The solution to this problem is add the DLLs to the GAC as was suggested in one of the responses to my posting. As I noted in one of my responses, the gacutility will not be available in the environment where this process needs to run. Because of this the simple solution of the gacutility is not an option. To resolve this I derived a Posh function that will add DLLs to the GAC:
param([string]$dllPath)
[string]$publicToken = $null [string]$val = $null [string]$version = $null
if (test-path) $dllPath) { $baseFileName = [System.IO.Path]::GetFileNameWithoutExtension($dllPath) $targetName = "c:\windows\assembly\GAV_MSIL\" + $baseFileName
# Get the key and public token
$val = sn -Tp $dllPath
# Get the version w/o loading
$version = [System.reflection.AssemblyName]::GetAssemblyName($dllPath).Version
# Proceed if the token is valid
if ($val -ne -null)
{
$vals = $val.split(" ")
$publicToken = $vals[$vals.length-1]
$targetNameSub=$targetName + "\" + $version + "__" + $publicToken
if (!(test-path $targetName))
{
Md $targetName | Out-Null
}
Md $targetNameSub | Out-Null
# Copy the DLL to the GAC
copy-item $dllPath $targetNameSub | Out-Null
}
}
I have tested this and it works very well.

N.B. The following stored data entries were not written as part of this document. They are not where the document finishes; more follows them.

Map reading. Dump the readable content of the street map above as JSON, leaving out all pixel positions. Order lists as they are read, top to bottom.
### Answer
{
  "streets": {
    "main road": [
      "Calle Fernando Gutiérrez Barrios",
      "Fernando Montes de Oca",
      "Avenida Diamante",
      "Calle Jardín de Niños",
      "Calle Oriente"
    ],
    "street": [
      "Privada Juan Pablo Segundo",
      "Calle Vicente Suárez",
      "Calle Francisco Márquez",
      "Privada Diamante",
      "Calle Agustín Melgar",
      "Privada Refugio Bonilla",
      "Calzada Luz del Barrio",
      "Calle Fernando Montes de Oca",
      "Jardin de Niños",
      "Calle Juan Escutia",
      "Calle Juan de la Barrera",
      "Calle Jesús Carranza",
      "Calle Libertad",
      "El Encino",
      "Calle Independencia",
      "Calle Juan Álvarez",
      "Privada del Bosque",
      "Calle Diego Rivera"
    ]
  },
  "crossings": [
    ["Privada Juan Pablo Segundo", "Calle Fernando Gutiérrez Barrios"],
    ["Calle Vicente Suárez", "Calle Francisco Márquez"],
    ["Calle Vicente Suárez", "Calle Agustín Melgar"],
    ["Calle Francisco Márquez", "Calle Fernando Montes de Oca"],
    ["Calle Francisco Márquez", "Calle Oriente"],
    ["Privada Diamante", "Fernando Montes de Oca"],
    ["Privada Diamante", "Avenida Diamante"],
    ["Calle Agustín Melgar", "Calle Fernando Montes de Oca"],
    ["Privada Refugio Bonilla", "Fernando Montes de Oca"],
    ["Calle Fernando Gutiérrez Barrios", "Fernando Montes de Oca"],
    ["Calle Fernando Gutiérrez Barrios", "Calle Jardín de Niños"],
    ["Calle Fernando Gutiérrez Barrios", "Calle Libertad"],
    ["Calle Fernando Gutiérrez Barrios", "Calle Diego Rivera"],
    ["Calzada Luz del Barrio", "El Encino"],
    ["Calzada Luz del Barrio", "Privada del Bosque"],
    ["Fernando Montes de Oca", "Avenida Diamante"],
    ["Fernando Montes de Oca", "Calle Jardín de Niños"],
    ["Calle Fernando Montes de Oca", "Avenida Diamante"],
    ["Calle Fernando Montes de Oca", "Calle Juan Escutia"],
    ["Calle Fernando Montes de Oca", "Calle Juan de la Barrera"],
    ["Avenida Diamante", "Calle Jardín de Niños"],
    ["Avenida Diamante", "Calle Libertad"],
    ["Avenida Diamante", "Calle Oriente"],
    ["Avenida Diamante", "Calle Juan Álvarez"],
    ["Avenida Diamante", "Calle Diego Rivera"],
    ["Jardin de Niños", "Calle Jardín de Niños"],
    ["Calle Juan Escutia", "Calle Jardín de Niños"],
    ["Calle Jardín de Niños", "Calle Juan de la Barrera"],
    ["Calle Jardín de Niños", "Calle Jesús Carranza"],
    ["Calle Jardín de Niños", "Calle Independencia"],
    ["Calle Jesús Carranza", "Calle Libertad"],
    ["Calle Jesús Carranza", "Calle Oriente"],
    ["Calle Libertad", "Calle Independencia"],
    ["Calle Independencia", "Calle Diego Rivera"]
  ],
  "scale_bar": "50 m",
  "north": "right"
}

In my research I found something that indicated that the gacutility makes entries to the registry which I am not doing. But this function does work quite well.
I have tried to reverse the process to come up with a Posh function to remove the GAC entries but I have not been successful yet each time getting an access denied on the DLL file removal.